KinGBERT
KinGBERT(Keywords in Graph with BERT) is a minimal keyword extraction library with graph methods to extract keywords. Use Sentence-BERT embedding for founding the most significant keywords.
Installation
KinGBERT is available on PyPI.
pip install KinGBERT
To clone this repository, run
git clone https://github.com/sokolheavy/KinGBERT.git
How to use
We use the KinGBERTExtractor
class, which can be configured to generate keywords from text.
text = """What is data science?
Data science is a multidisciplinary approach to extracting actionable insights from the large and ever-increasing volumes of data collected and created by today’s organizations.
Data science encompasses preparing data for analysis and processing, performing advanced data analysis, and presenting the results to reveal patterns and enable stakeholders to draw informed conclusions.

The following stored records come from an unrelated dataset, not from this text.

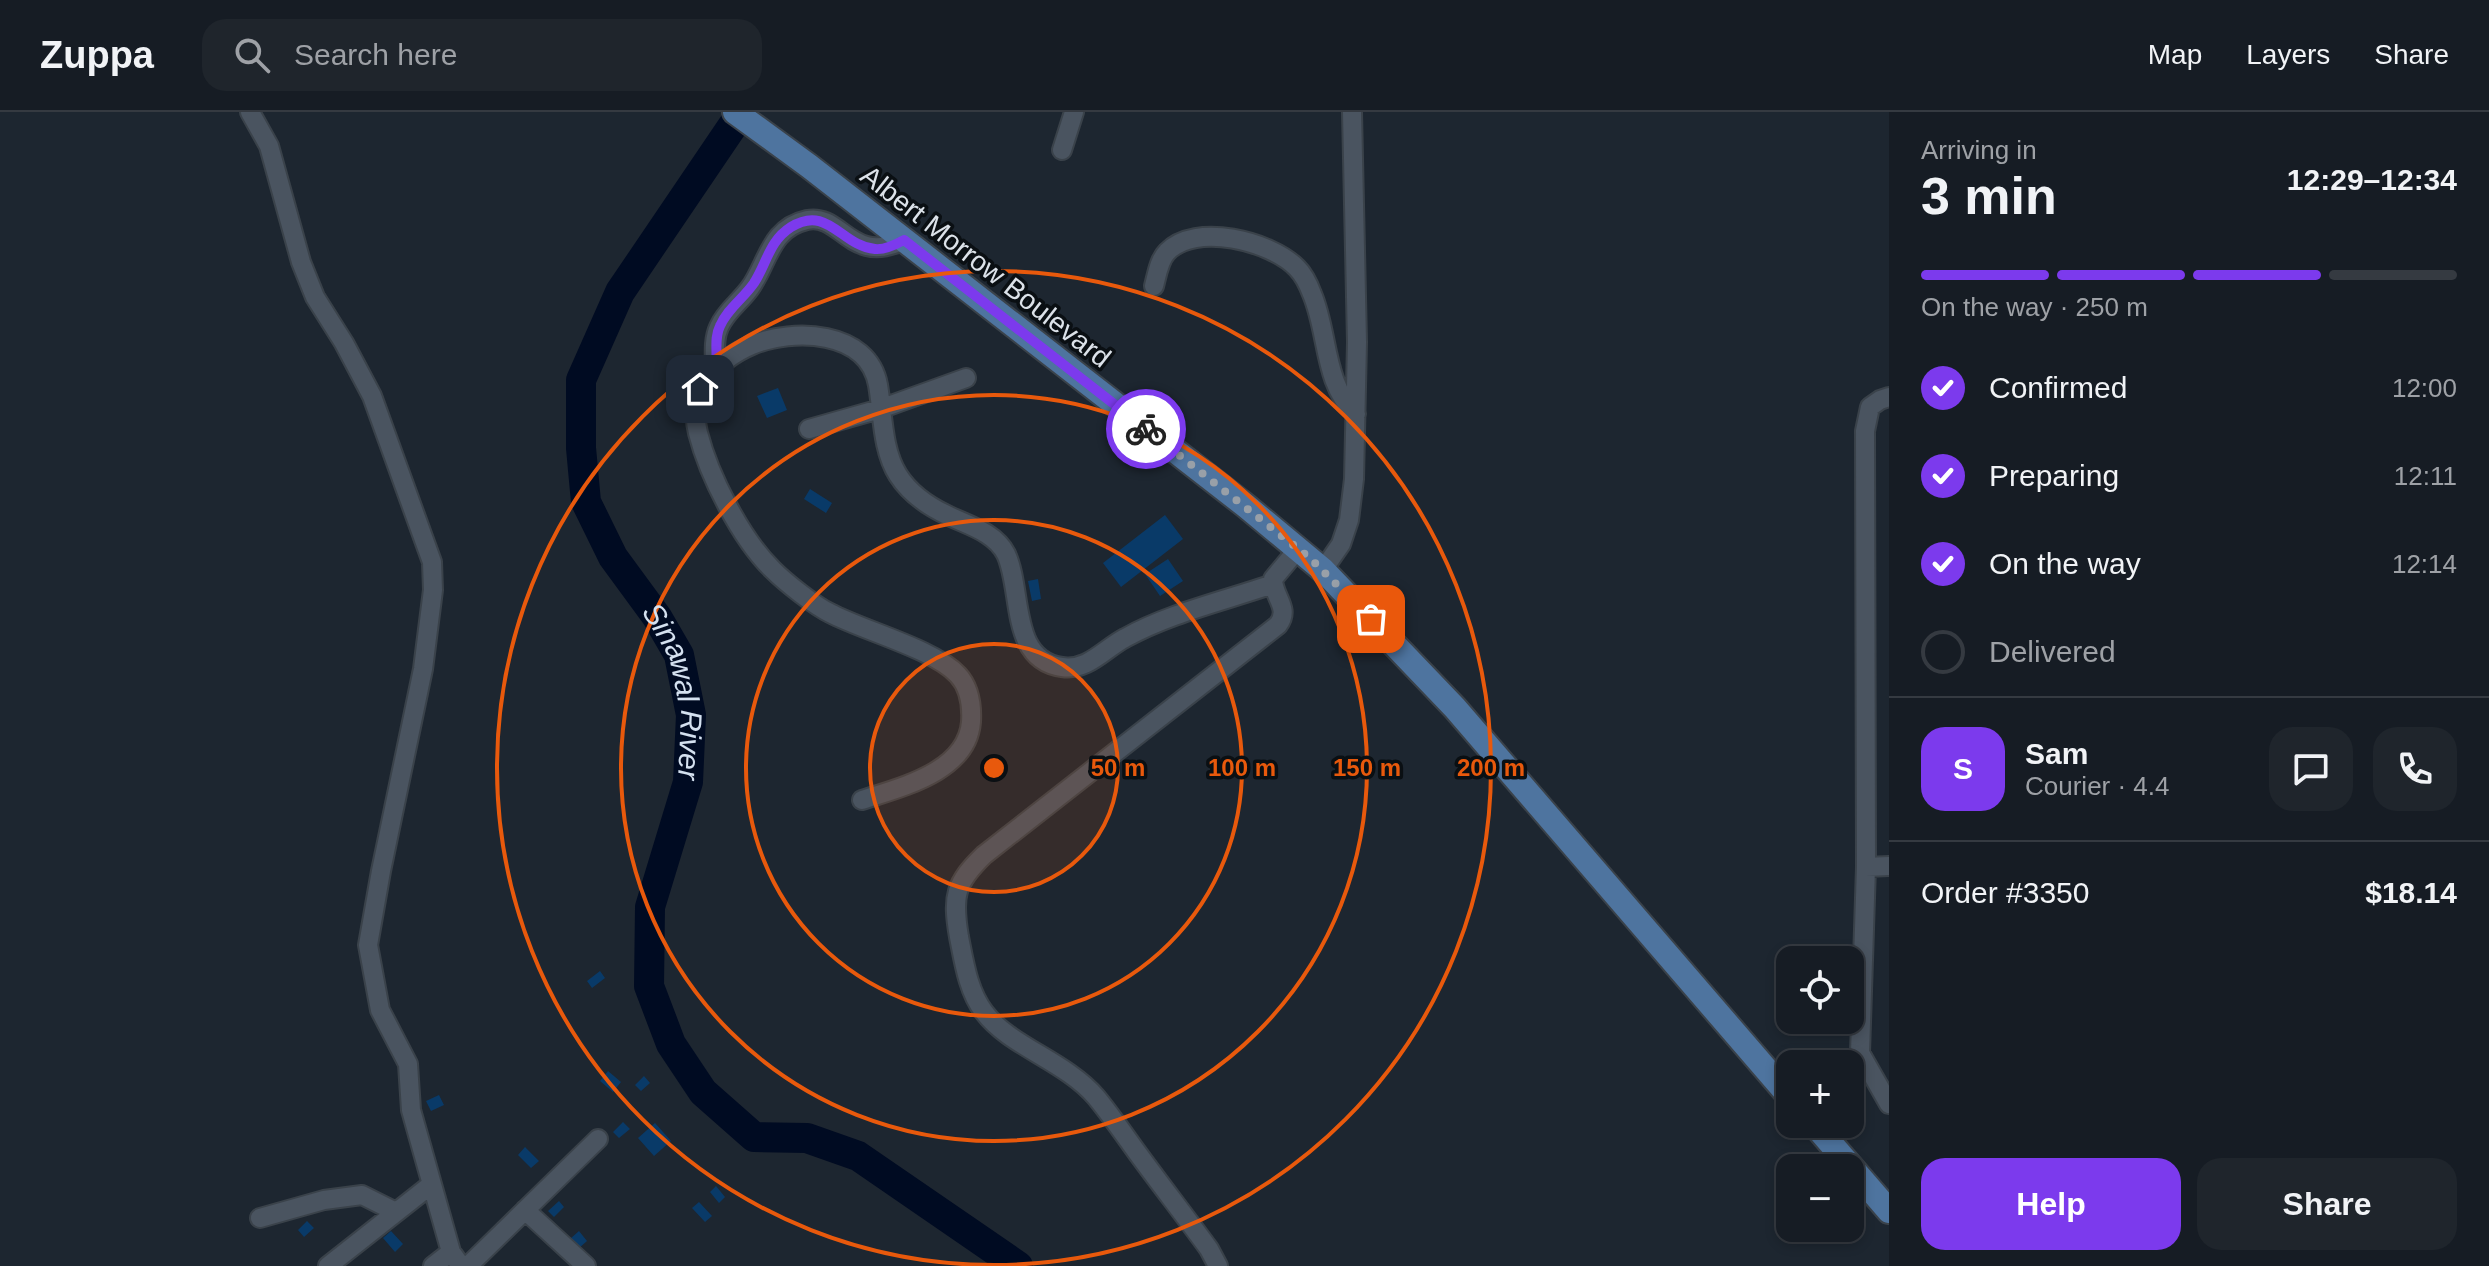 <!DOCTYPE html>
<meta charset="utf-8">
<style>
:root{--surface:#161c24;--page:#1f252c;--text:#f1f3f6;--muted:#9ea1a6;--line:#353a41;--accent:#7c3aed}
body{margin:0;font-family:Helvetica,sans-serif;background:var(--page);color:var(--text);height:100vh;display:flex;flex-direction:column;font-size:30px;white-space:nowrap}
*{box-sizing:border-box;margin:0}
p{font-size:26px;color:var(--muted)}
.icon{flex:none;width:44px;height:44px;fill:none;stroke:currentColor;stroke-width:2;stroke-linecap:round;stroke-linejoin:round}
.map{position:relative;flex:1;overflow:hidden}
.drawer{display:flex;flex-direction:column;background:var(--surface);width:600px}
.drawer>*{flex:none}
.controls{position:absolute;left:1776px;top:834px;display:grid;gap:16px}
.controls a{display:grid;place-items:center;width:88px;height:88px;border-radius:16px;background:var(--surface);box-shadow:0 4px 12px #0003,0 0 0 2px var(--line);font-size:40px}
.pin{position:absolute;display:grid;place-items:center;width:68px;height:68px;color:#fff;margin:-34px;border-radius:16px;box-shadow:0 4px 12px #0006}
.courier{position:absolute;display:grid;place-items:center;width:80px;height:80px;margin:-40px;border:6px solid #7c3aed;border-radius:50%;background:#fff;color:#222;box-shadow:0 2px 10px #0007}
.headline em{font-style:normal;font-weight:700}
.headline div{display:flex;flex-direction:column-reverse}
.headline{display:flex;align-items:center;justify-content:space-between;height:136px;padding:0 32px}
h1{font-size:52px;font-weight:700;line-height:60px}
.bar{display:grid;grid-template-columns:repeat(4,1fr);gap:12px 8px;align-content:center;height:96px;padding:0 32px}
.bar i{height:10px;border-radius:6px;background:var(--line)}
.bar .active{background:var(--accent)}
.bar p{grid-column:span 4}
.line{display:flex;align-items:center;gap:20px;padding:0 32px;border-top:2px solid var(--line)}
.line div{flex:1}
.round{display:grid;place-items:center;flex:none;width:84px;height:84px;border-radius:24px;background:var(--page)}
ol{padding:0 32px;list-style:none}
li{display:flex;align-items:center;gap:24px;height:88px}
li p{margin-inline-start:auto}
li .icon{padding:8px;border-radius:50%;background:var(--accent);color:#fff;stroke-width:4}
li:last-child{color:var(--muted)}
li i{width:44px;height:44px;border:4px solid var(--line);border-radius:50%}
.action{display:flex;gap:16px;margin-top:auto;padding:16px 32px}
.action a{flex:1;height:92px;border-radius:24px;background:var(--accent);color:#fff;font-size:32px;font-weight:700;line-height:92px;text-align:center}
.action a+a{background:var(--page);color:var(--text)}
header{display:flex;align-items:center;gap:48px;box-sizing:border-box;height:112px;padding:0 40px;background:var(--surface);border-bottom:2px solid var(--line)}
header strong{font-size:38px}
nav{display:flex;gap:44px;margin-inline-start:auto;font-size:28px}
.search{width:560px;height:72px;background:var(--page);display:flex;align-items:center;gap:20px;box-sizing:border-box;padding:0 28px;border-radius:24px;color:var(--muted);font-size:30px}
main{display:flex;flex:1;min-height:0}
.map>svg:first-child{display:block}
.lines{fill:none;stroke-linecap:round;stroke-linejoin:round}
.river{stroke:#000b22;stroke-width:30}
.building{fill:#093a68}
.minor-casing{stroke:#3a424a;stroke-width:22}
.major-casing{stroke:#3a424a;stroke-width:28}
.minor{stroke:#4a5460;stroke-width:18}
.major{stroke:#4e749f;stroke-width:24}
.done{stroke:#99a0a8;stroke-width:8;stroke-dasharray:0 14.4}
.route{stroke:#7c3aed;stroke-width:10}
.ring{fill:none;stroke:#e8590c;stroke-width:4}
.labels{text-anchor:middle;stroke-width:7;stroke-linejoin:round;paint-order:stroke}
.street-label{font-size:28px;fill:#dce2e9;stroke:#0a0f13}
.water-label{font-size:30px;font-style:italic;fill:#d4e1f0;stroke:#0a0f13}
.centre{fill:#e8590c;stroke:#0a0f13;stroke-width:4}
.ring-label{font-size:24px;text-anchor:middle;font-weight:bold;fill:#e8590c;stroke:#0a0f13;stroke-width:7;stroke-linejoin:round;paint-order:stroke}
</style>
<header>
<strong>Zuppa</strong>
<div class="search"><svg class="icon" aria-label="search" viewBox="0 0 24 24"><circle cx="10" cy="10" r="6"/><path d="M15 15l6 6"/></svg>Search here</div>
<nav><a>Map</a><a>Layers</a><a>Share</a></nav>
</header>
<main>
<div class="map">
<svg width="1889" height="1154" viewBox="0 0 1889 1154">
<rect width="100%" height="100%" fill="#1d2630"/>
<g class="lines">
<path class="river" id="s1" d="M742 0 620 180 581 268V336L586 390 613 445 657 505 679 543 691 603 688 670 650 795 649 874 671 932 703 980 754 1025 807 1026 858 1044 1018 1154"/>
</g>
<path class="building" d="M778 276 787 298 767 306 757 284Z
M810 377 832 391 826 401 804 387Z
M1165 403 1183 427 1121 475 1103 451Z
M1168 447 1183 469 1160 484 1145 462Z
M1038 467 1041 487 1032 489 1028 469Z
M600 859 605 866 592 876 587 869Z
M608 959 621 970 613 980 600 969Z
M644 964 650 971 641 979 635 973Z
M439 983 444 993 431 999 426 989Z
M623 1010 630 1017 619 1026 613 1020Z
M655 1011 671 1029 654 1044 638 1026Z
M525 1035 539 1049 531 1056 518 1043Z
M716 1074 725 1085 719 1091 710 1080Z
M559 1089 564 1095 554 1105 548 1099Z
M699 1090 712 1104 705 1110 692 1096Z
M307 1109 314 1116 304 1125 298 1118Z
M391 1119 403 1132 395 1140 383 1126Z
M579 1119 587 1129 578 1137 570 1127Z"/>
<g class="lines">
<g class="minor-casing">
<path id="minor" d="M250 0 269 34 301 150 315 185 344 231 372 284 432 450 433 478 423 557 381 759 368 833 380 898 408 952 411 998 451 1140 461 1154
M1062 38 1074 0
M1154 174C1157 163 1159 148 1167 140 1195 110 1271 129 1297 156 1303 162 1309 174 1312 182 1329 222 1323 271 1356 302
M715 258C715 244 713 228 719 215 726 199 740 190 750 176 768 151 770 116 807 108 842 101 850 154 904 128
M1889 285 1880 288 1870 295 1865 319 1866 755 1860 941 1889 992
M809 317 880 297 966 266
M1323 458 1341 432 1349 408 1354 367 1357 230 1352 0
M862 688C901 675 967 660 971 610 972 593 970 576 958 563 934 537 864 519 830 501 815 494 785 470 773 458 741 427 709 364 698 321 688 282 716 248 752 233 793 216 868 218 878 273 883 302 882 338 898 363 910 382 928 394 947 403 967 413 995 420 1006 442 1023 478 1009 548 1062 555 1088 559 1104 537 1125 526 1170 501 1224 489 1273 472
M1866 755 1889 754
M525 1098 586 1154
M260 1106 324 1088 362 1083 396 1100
M328 1154 432 1072
M433 1154 451 1140
M468 1154 598 1027
M1218 1154 1209 1137C1185 1104 1160 1072 1136 1039 1123 1021 1110 1002 1096 985 1065 949 1009 934 984 900 968 879 964 850 959 825 952 784 955 771 984 743L1278 513C1291 496 1273 485 1273 467L1298 437"/>
</g>
<g class="major-casing">
<path id="major" d="M735 0 809 54 1246 394 1323 458 1455 596 1790 985
M1814 1012 1889 1099"/>
</g>
<use href="#minor" class="minor"/>
<use href="#major" class="major"/>
</g>
<g class="lines">
<path class="done" d="M1146 317 1311 447 1371 507"/>
<path class="route" d="M700 277C705 271 713 263 715 257 719 243 713 228 720 214 728 196 743 187 754 171 767 151 769 129 791 115 828 92 841 134 875 137 884 138 895 133 904 128L1146 317"/>
</g>
<circle cx="994" cy="656" r="124" fill="#e8590c" fill-opacity=".12"/>
<g class="ring">
<circle cx="994" cy="656" r="124"/>
<circle cx="994" cy="656" r="248"/>
<circle cx="994" cy="656" r="373"/>
<circle cx="994" cy="656" r="497"/>
</g>
<g class="labels">
<g class="street-label">
<text transform="translate(986 154) rotate(38)" y="10">Albert Morrow Boulevard</text>
</g>
<g class="water-label">
<text dy="10" stroke="none"><textPath href="#s1" startOffset="650">Sinawal River</textPath></text>
</g>
</g>
<circle cx="994" cy="656" r="12" class="centre"/>
<g class="ring-label">
<text x="1118" y="664">50 m</text>
<text x="1242" y="664">100 m</text>
<text x="1367" y="664">150 m</text>
<text x="1491" y="664">200 m</text>
</g>
</svg>
<div class="controls">
<a><svg class="icon" aria-label="locate" viewBox="0 0 24 24"><circle cx="12" cy="12" r="6"/><path d="M12 2v4M12 18v4M2 12h4M18 12h4"/></svg></a>
<a>+</a>
<a>−</a>
</div>
<div class="pin" style="left:1371px;top:507px;background:#ea580c"><svg class="icon" aria-label="bag" viewBox="0 0 24 24"><path d="M5 8h14l-1 12H6zM9 8a3 3 0 0 1 6 0"/></svg></div>
<div class="pin" style="left:700px;top:277px;background:#1f2937"><svg class="icon" aria-label="home" viewBox="0 0 24 24"><path d="M3 11l9-7 9 7M6 9v11h12V9"/></svg></div>
<div class="courier" style="left:1146px;top:317px"><svg class="icon" aria-label="bike" viewBox="0 0 24 24"><circle cx="6" cy="16" r="4"/><circle cx="18" cy="16" r="4"/><path d="M6 16l4-8h5l3 8M10 8l3 8H6M13 5h3"/></svg></div>
</div>
<section class="drawer">
<div class="headline"><div><h1>3 min</h1><p>Arriving in</p></div><em>12:29–12:34</em></div>
<div class="bar"><i class="active"></i><i class="active"></i><i class="active"></i><i></i><p>On the way · 250 m</p></div>
<ol>
<li><svg class="icon" aria-label="check" viewBox="0 0 24 24"><path d="M5 12l5 5 9-10"/></svg>Confirmed<p>12:00</p></li>
<li><svg class="icon" aria-label="check" viewBox="0 0 24 24"><path d="M5 12l5 5 9-10"/></svg>Preparing<p>12:11</p></li>
<li><svg class="icon" aria-label="check" viewBox="0 0 24 24"><path d="M5 12l5 5 9-10"/></svg>On the way<p>12:14</p></li>
<li><i></i>Delivered</li>
</ol>
<div class="line" style="height:144px"><b class="round" style="background:var(--accent);color:#fff">S</b><div><b>Sam</b><p>Courier · 4.4</p></div><a class="round"><svg class="icon" aria-label="chat" viewBox="0 0 24 24"><path d="M4 5h16v11H9l-5 4z"/></svg></a><a class="round"><svg class="icon" aria-label="phone" viewBox="0 0 24 24"><path d="M5 4h4l2 5-3 2q2 4 5 5l2-3 5 2v4C11 20 4 13 5 4z"/></svg></a></div>
<div class="line" style="height:104px"><div>Order #3350</div><b>$18.14</b></div>
<div class="action"><a>Help</a><a>Share</a></div>
</section>
</main>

Data preparation can involve cleansing, aggregating, and manipulating it to be ready for specific types of processing. Analysis requires the development and use of algorithms, analysis and AI models. It’s driven by software that combs through data to find patterns within to transform these patterns into predictions that support business decision-making. The accuracy of these predictions must be validated through scientifically designed tests and experiments. And the results should be shared through the skillful use of data visualization tools that make it possible for anyone to see the patterns and understand trends."""
Just extract 5 keywords from the text.
extractor = KinGBERTExtractor()
keywords = extractor.generate(doc)
>>> from KinGBERT import KinGBERTExtractor
>>> extractor = KinGBERTExtractor(top_k=5)
>>> keywords = extractor.generate(text)
>>> print(keywords)
['data science', 'insights', 'analysis', 'experiments', 'algorithms']